I blame this particular acquisitions recently in Guardian Eric Hobsbawm recommended Göran Therborn The World: a beginner’s Guide to the following, what can I do, but buy it: “survey of the State, problems and Outlook of the world by sociologist master Sweden, is one of the rare book that lives up to the title. Very obviously, savvy about the future and the wonderfully researched. “
Honestly, this is not a gripping read. It’s kind of an encyclopedic nature, survey leave I sometimes wonder if it might wash up needed doing, or maybe some weeding, but I’m glad that I read it-and I am sure that I will regularly refer to some time to come.
This is one of the books that continues to throw at you facts that make You look up and ask anyone else in the “did you know that …?” “In 1820 more than half of the world’s goods are still produced in Asia and only about a fourth in Europe”, or “people who are illiterate are not getting votes in Brazil until 1989″ or “40% of elderly people in the world still have a say over their children’s marriage”.
As a small example that illustrates, this book is not really about the world, but of humanity, and it takes awesome global, even-handed approach in the accounts, pretty well all parts of the world quite closed. (That is, the United Kingdom, it was almost sorry is never significant and different enough to get a mention.) At various points it’s Sweden that is now professor emeritus at the University of Camdridge allow drop about teaching in Korea and Iran, and the breadth of experience out in his work. He also had a vast tracts of land. He explicitly did not write the history-he recommends Fernandez-Armesto The World: A Global History, for it-but he must take the long view of today’s developments in relation to the events during the last few centuries or more, and sometimes longer.

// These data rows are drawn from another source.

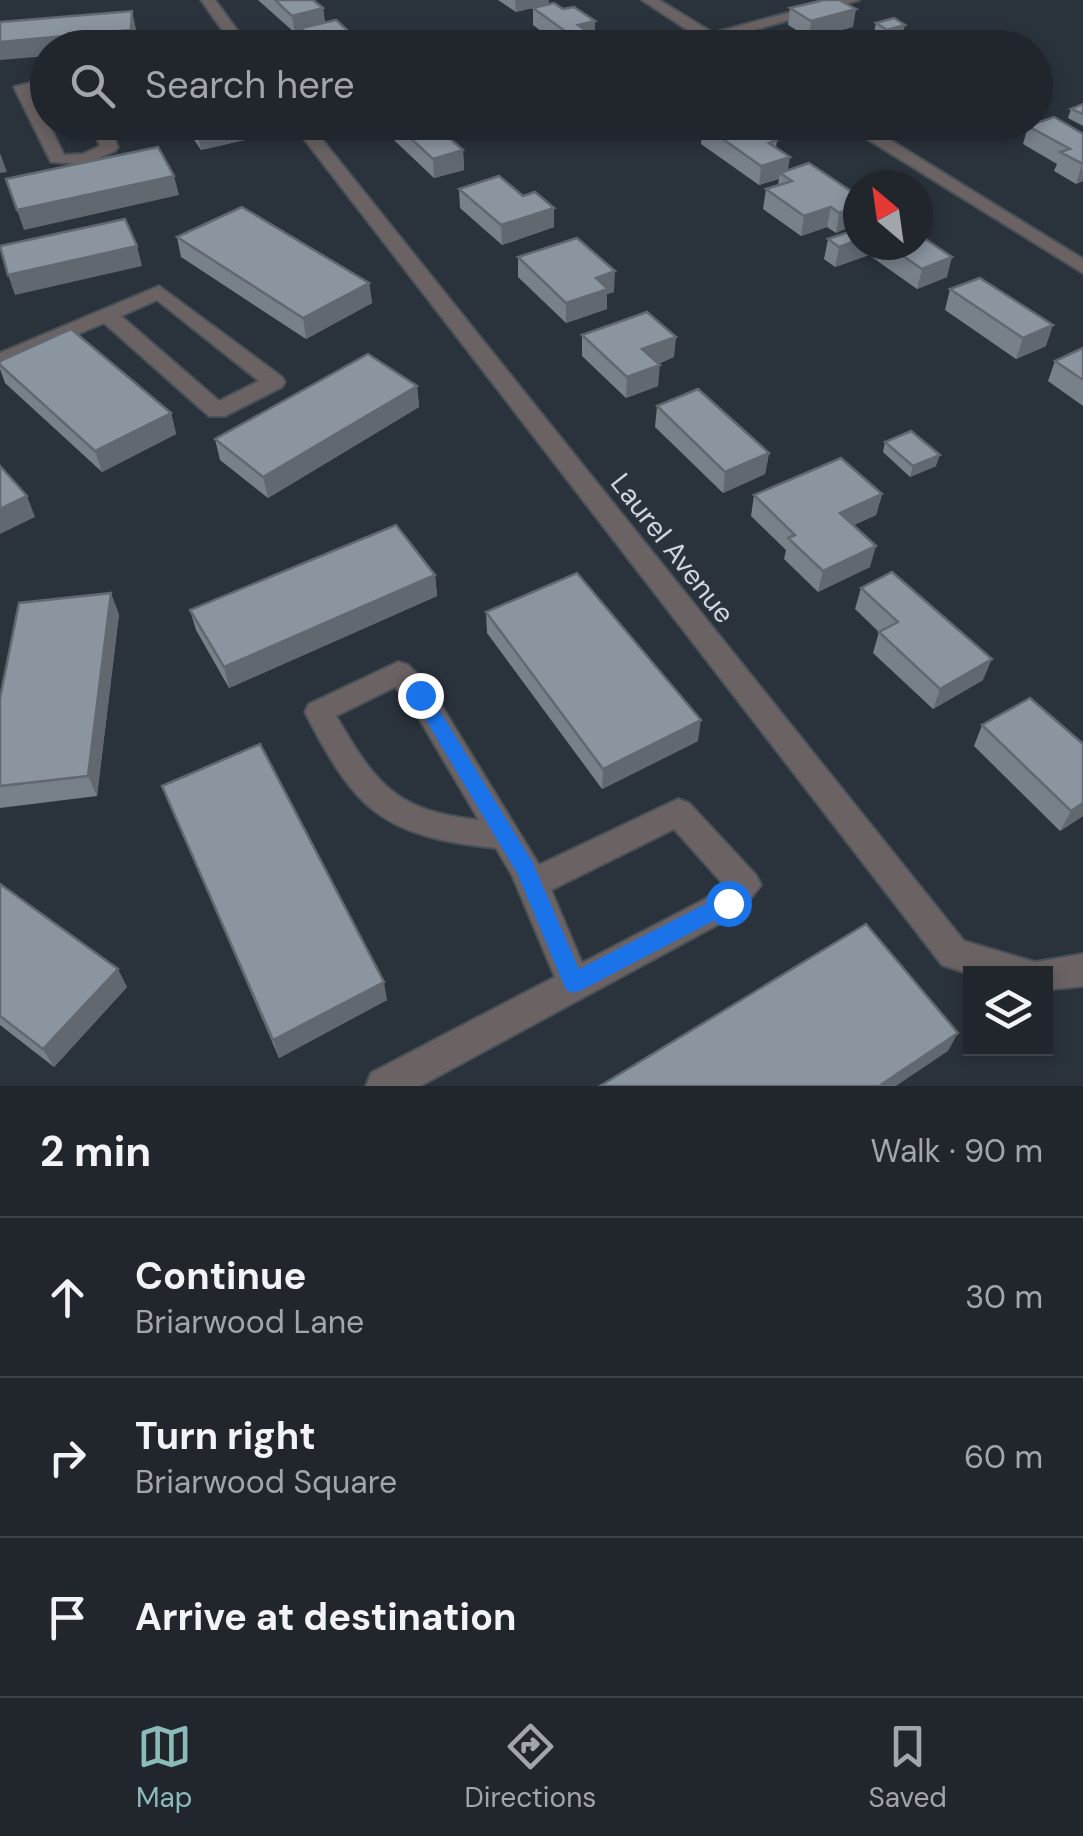 <!DOCTYPE html>
<meta charset="utf-8">
<style>
:root{--surface:#20262c;--page:#2d3238;--text:#f1f3f6;--muted:#a2a5a9;--line:#3d4348;--accent:#8bbbb9}
body{margin:0;font-family:"DM Sans",sans-serif;background:var(--page);color:var(--text)}
.controls{position:absolute;right:30px;bottom:30px;display:grid;overflow:hidden;border-radius:0px;box-shadow:0 5px 15px #0003}
.controls button{width:90px;height:90px;display:grid;place-items:center;padding:0;border:0;border-bottom:2px solid var(--line);background:var(--surface);color:var(--text);font:50px sans-serif}
.compass{position:absolute;left:843px;top:170px;width:90px;height:90px;border-radius:50%;background:var(--surface);box-shadow:0 5px 15px #0003;rotate:331deg}
.stop{position:absolute;width:30px;height:30px;margin:-22px;border:8px solid #1a73e8;border-radius:50%;background:#fff}
.stop.end{background:#1a73e8;border-color:#fff;box-shadow:0 2px 10px #0008}
.list{margin:0;padding:0;list-style:none}
h2{display:flex;justify-content:space-between;align-items:center;height:130px;margin:0;padding:0 40px;font-size:42px}
h2 small{font-size:32px;font-weight:400;color:var(--muted)}
.list li{display:grid;grid-template-columns:65px 1fr auto;gap:30px;align-items:center;box-sizing:border-box;height:160px;padding:0 40px;border-top:2px solid var(--line)}
.list b{display:block;font-size:38px;white-space:nowrap}
.list p{margin:0;font-size:32px;white-space:nowrap;color:var(--muted)}
.list em{font-size:32px;font-style:normal;color:var(--muted)}
.icon{flex:none;width:55px;height:55px;fill:none;stroke:currentColor;stroke-width:2;stroke-linecap:round;stroke-linejoin:round}
.map{position:relative;flex:none;width:1083px;height:1086px;overflow:hidden}
.search{position:absolute;background:var(--surface);box-shadow:0 5px 15px #0003;left:30px;right:30px;top:30px;height:110px;display:flex;align-items:center;gap:25px;box-sizing:border-box;padding:0 35px;border-radius:55px;color:var(--muted);font-size:38px}
.sheet{height:610px;background:var(--surface)}
nav{display:flex;justify-content:space-around;align-items:center;box-sizing:border-box;height:140px;border-top:2px solid var(--line);background:var(--surface);font-size:28px;color:var(--muted)}
nav a{display:grid;justify-items:center;gap:5px}
nav .on{color:var(--accent)}
.map>svg:first-child{display:block}
.lines{fill:none;stroke-linecap:round;stroke-linejoin:round}
.minor-casing{stroke:#485058;stroke-width:4}
.minor{fill:#6b6363;fill-rule:evenodd}
.wall{fill:#78808a}
.shaded-wall{fill:#616870}
.building{fill:#8b95a0;stroke:#616870;stroke-width:2.5}
.route{fill:#1a73e8}
.labels{text-anchor:middle;stroke-width:10;stroke-linejoin:round;paint-order:stroke}
.street-label{font-size:28px;fill:#d1d6dc;stroke:#2a323b}
</style>
<div class="map">
<svg width="1083" height="1086" viewBox="0 0 1083 1086">
<rect width="100%" height="100%" fill="#2a323b"/>
<g class="lines">
<defs>
<g id="minor">
<polygon points="201,0 215,0 250,48 235,48"/>
<polygon points="642,0 659,0 713,33 836,0 859,0 723,39 732,48 715,48"/>
<polygon points="48,78 48,88 32,90 64,155 83,154 100,146 90,122 107,122 118,147 115,151 84,164 51,162 14,87"/>
<polygon points="291,122 308,122 964,941 1035,962 1083,954 1083,986 1046,990 1046,974 970,974 942,965"/>
<polygon points="840,122 861,122 1083,259 1083,273"/>
<path d="M159,286L282,377L285,382L282,387L225,416H209L104,323L0,367V353ZM157,300L259,381L219,401L121,316Z"/>
<path d="M398,662L408,665L430,687L539,865L678,799L689,803L756,875L761,885L739,913L420,1086H366L371,1073L555,977L512,875L496,848C383,836 356,812 305,712L309,704ZM395,687L410,703L479,820C396,811 377,786 336,716ZM674,829L724,885L717,893L582,963L551,890Z"/>
</g>
</defs>
<use href="#minor" class="minor-casing"/>
<use href="#minor" class="minor"/>
</g>
<g class="wall">
<polygon points="258,0 313,0 323,8 325,23 358,40 402,45 402,48 306,48 304,45 302,31 295,33"/>
<polygon points="498,0 549,0 548,4 516,12"/>
<polygon points="533,8 563,9 595,21 595,39 592,40 591,48 563,48 533,25"/>
<polygon points="790,8 853,27 809,38 788,25"/>
<polygon points="876,23 903,34 886,39 874,32"/>
<polygon points="1083,104 1083,126 1068,118 1071,109"/>
<polygon points="182,122 250,122 253,138 201,150"/>
<polygon points="378,122 431,122 463,150 464,170 434,178 395,141 393,125 384,127"/>
<polygon points="635,122 701,122 654,136"/>
<polygon points="703,125 747,128 777,140 776,148 788,170 858,196 836,233 827,227 801,236 763,209 766,189 778,185 779,179 759,185 701,144"/>
<polygon points="1028,126 1083,134 1083,181 1076,184 1054,171 1057,164 1023,144"/>
<polygon points="459,189 523,196 554,208 554,227 502,245 460,208"/>
<polygon points="177,237 369,283 372,303 306,339 181,257"/>
<polygon points="828,239 858,245 918,245 947,277 917,289 869,255 835,267 824,259"/>
<polygon points="518,257 614,292 607,294 607,309 566,323 518,277"/>
<polygon points="950,289 1046,346 1016,359 945,310"/>
<polygon points="582,335 674,357 658,364 658,386 626,398 582,356"/>
<polygon points="1083,348 1083,406 1048,381 1055,361"/>
<polygon points="0,361 171,413 176,434 102,472 5,383 0,369"/>
<polygon points="417,386 419,407 268,498 220,460 215,439"/>
<polygon points="657,406 769,453 765,474 723,493 655,427"/>
<polygon points="885,442 936,466 910,477 883,452"/>
<polygon points="882,494 876,515 853,525 870,567 818,592 784,559 786,550 751,516 754,495"/>
<polygon points="435,575 437,596 229,688 196,630 190,610"/>
<polygon points="861,588 983,680 933,709 873,653 879,632 855,609"/>
<polygon points="486,612 698,741 602,789 487,633"/>
<polygon points="119,614 97,796 0,808 0,698"/>
<polygon points="982,725 1083,816 1060,831 974,746"/>
<polygon points="162,786 387,1000 279,1058"/>
<polygon points="0,884 127,987 54,1067 0,1025"/>
</g>
<g class="shaded-wall">
<polygon points="515,0 549,0 548,4 516,12"/>
<polygon points="323,8 325,26 301,28 302,31 295,33 292,16"/>
<polygon points="856,9 853,27 809,38 811,21"/>
<polygon points="132,11 136,29 135,48 48,48 48,56 0,60 0,42"/>
<polygon points="595,21 595,39 592,40 591,48 576,48 578,25"/>
<polygon points="905,25 903,34 886,39 887,30"/>
<polygon points="235,122 250,122 253,138 201,150 197,131"/>
<polygon points="383,122 393,122 393,125 384,127"/>
<polygon points="655,122 701,122 654,136"/>
<polygon points="463,150 464,170 434,178 433,159"/>
<polygon points="0,153 7,172 0,173"/>
<polygon points="790,157 787,176 780,173 779,179 759,185 761,166"/>
<polygon points="1082,164 1083,181 1076,184"/>
<polygon points="174,176 179,195 24,230 17,210"/>
<polygon points="858,206 858,224 836,233 839,213"/>
<polygon points="831,207 827,227 801,236 804,216"/>
<polygon points="554,208 554,227 502,245 501,225"/>
<polygon points="858,240 858,245 871,245 869,255 835,267 839,247"/>
<polygon points="137,246 142,266 15,295 8,275"/>
<polygon points="952,257 947,277 917,289 922,269"/>
<polygon points="615,271 614,292 607,294 607,309 566,323 566,303 596,278"/>
<polygon points="369,283 372,303 306,339 303,318"/>
<polygon points="1053,325 1046,346 1016,359 1023,338"/>
<polygon points="676,337 674,357 641,370 642,349"/>
<polygon points="660,365 658,386 626,398 627,377"/>
<polygon points="417,386 419,407 268,498 263,477"/>
<polygon points="171,413 176,434 102,472 95,451"/>
<polygon points="769,453 765,474 723,493 725,472"/>
<polygon points="940,455 936,466 910,477 913,466"/>
<polygon points="882,494 876,515 835,534 840,513"/>
<polygon points="27,496 35,517 0,534 0,509"/>
<polygon points="876,546 870,567 818,592 823,571"/>
<polygon points="435,575 437,596 229,688 224,667"/>
<polygon points="111,593 119,614 97,796 88,776"/>
<polygon points="992,659 983,680 933,709 940,689"/>
<polygon points="701,720 698,741 602,789 603,769"/>
<polygon points="1083,803 1083,816 1060,831 1071,811"/>
<polygon points="118,969 127,987 54,1067 43,1049"/>
<polygon points="384,982 387,1000 279,1058 273,1040"/>
<polygon points="958,1033 948,1051 896,1086 879,1086"/>
</g>
<g class="building">
<polygon points="275,0 313,0 323,8 292,16"/>
<polygon points="824,0 839,0 856,9 811,21 790,8"/>
<polygon points="554,3 563,9 574,7 595,21 578,25 592,35 576,39 533,8"/>
<polygon points="132,11 131,30 0,42 0,22"/>
<polygon points="894,18 905,25 887,30 876,23"/>
<polygon points="336,20 358,40 388,33 402,45 390,48 322,48 301,28"/>
<polygon points="619,35 638,48 601,48 603,46 595,42"/>
<polygon points="187,38 195,48 141,48"/>
<polygon points="894,38 911,48 873,48 869,46"/>
<polygon points="1083,104 1083,114 1071,109"/>
<polygon points="1054,117 1083,134 1083,164 1060,152 1070,149 1028,126"/>
<polygon points="191,122 235,122 197,131"/>
<polygon points="393,122 431,122 463,150 433,159"/>
<polygon points="712,122 738,122 747,128 756,126 777,140 769,143 790,157 761,166 703,125"/>
<polygon points="158,147 174,176 17,210 6,179"/>
<polygon points="809,163 858,196 858,206 839,213 831,207 804,216 766,189 792,181 780,173"/>
<polygon points="499,176 523,196 535,192 554,208 501,225 459,189"/>
<polygon points="242,207 369,283 303,318 177,237"/>
<polygon points="125,219 137,246 8,275 0,246"/>
<polygon points="858,229 858,240 839,247 828,239"/>
<polygon points="918,234 952,257 922,269 887,245 918,245"/>
<polygon points="577,238 615,271 596,278 608,289 566,303 518,257"/>
<polygon points="980,278 1053,325 1023,338 950,289"/>
<polygon points="647,312 676,337 642,349 660,365 627,377 582,335"/>
<polygon points="71,329 171,413 95,451 0,365 0,361"/>
<polygon points="1083,348 1083,380 1055,361"/>
<polygon points="368,354 417,386 263,477 215,439"/>
<polygon points="698,389 769,453 725,472 657,406"/>
<polygon points="911,431 940,455 913,466 885,442"/>
<polygon points="841,458 882,494 840,513 876,546 823,571 788,538 795,535 754,495"/>
<polygon points="0,466 27,496 0,509"/>
<polygon points="396,525 435,575 224,667 190,610"/>
<polygon points="892,572 992,659 940,689 879,632 898,622 861,588"/>
<polygon points="577,573 701,720 603,769 486,612"/>
<polygon points="111,593 88,776 0,786 0,698 19,603"/>
<polygon points="1030,698 1083,744 1083,803 1071,811 982,725"/>
<polygon points="260,744 384,982 273,1040 162,786"/>
<polygon points="0,884 118,969 43,1049 0,1016"/>
<polygon points="866,924 958,1033 879,1086 600,1086"/>
</g>
<polygon class="route" points="420,688 427,690 532,861 579,969 721,896 736,896 739,903 736,909 582,990 574,993 566,990 517,873 411,695"/>
<g class="labels">
<g class="street-label">
<text transform="translate(673 548) rotate(52)" y="10">Laurel Avenue</text>
</g>
</g>
</svg>
<div class="controls">
<button><svg class="icon" aria-label="layers" viewBox="0 0 24 24"><path d="M12 4l9 5-9 5-9-5zM3 14l9 5 9-5"/></svg></button>
</div>
<svg class="compass" viewBox="-18 -18 36 36"><path d="M0-13l5 13h-10z" fill="#e53935"/><path d="M0 13l5-13h-10z" fill="#a2a5a9"/></svg>
<div class="stop" style="left:728px;top:903px"></div>
<div class="stop end" style="left:420px;top:695px"></div>
<div class="search"><svg class="icon" aria-label="search" viewBox="0 0 24 24"><circle cx="10" cy="10" r="6"/><path d="M15 15l6 6"/></svg>Search here</div>
</div>
<section class="sheet">
<h2>2 min<small>Walk · 90 m</small></h2>
<ul class="list">
<li><svg class="icon" aria-label="ahead" viewBox="0 0 24 24"><path d="M12 20V5M6 11l6-6 6 6"/></svg><div><b>Continue</b><p>Briarwood Lane</p></div><em>30 m</em></li>
<li><svg class="icon" aria-label="right" viewBox="0 0 24 24"><path d="M7 20v-9h11M14 6l5 5-5 5"/></svg><div><b>Turn right</b><p>Briarwood Square</p></div><em>60 m</em></li>
<li><svg class="icon" aria-label="arrive" viewBox="0 0 24 24"><path d="M6 21V4h12l-3 4 3 4H6"/></svg><div><b>Arrive at destination</b></div></li>
</ul>
</section>
<nav>
<a class="on"><svg class="icon" aria-label="map" viewBox="0 0 24 24"><path d="M3 6l6-2 6 2 6-2v14l-6 2-6-2-6 2zM9 4v14M15 6v14"/></svg>Map</a>
<a><svg class="icon" aria-label="directions" viewBox="0 0 24 24"><path d="M12 3l9 9-9 9-9-9zM9 14v-3h6M13 9l2 2-2 2"/></svg>Directions</a>
<a><svg class="icon" aria-label="saved" viewBox="0 0 24 24"><path d="M7 4h10v16l-5-4-5 4z"/></svg>Saved</a>
</nav>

He wants to understand “culture-see” the effect of geological endowment of ancient civilisations, several waves of globalisation, the different paths of modernity “. Then he wants to understand human evolution (of course not in determining biological sense), as a result of the interaction between man and nature, competition between the various political and economic systems, cultures and values, and coercion put up by life events.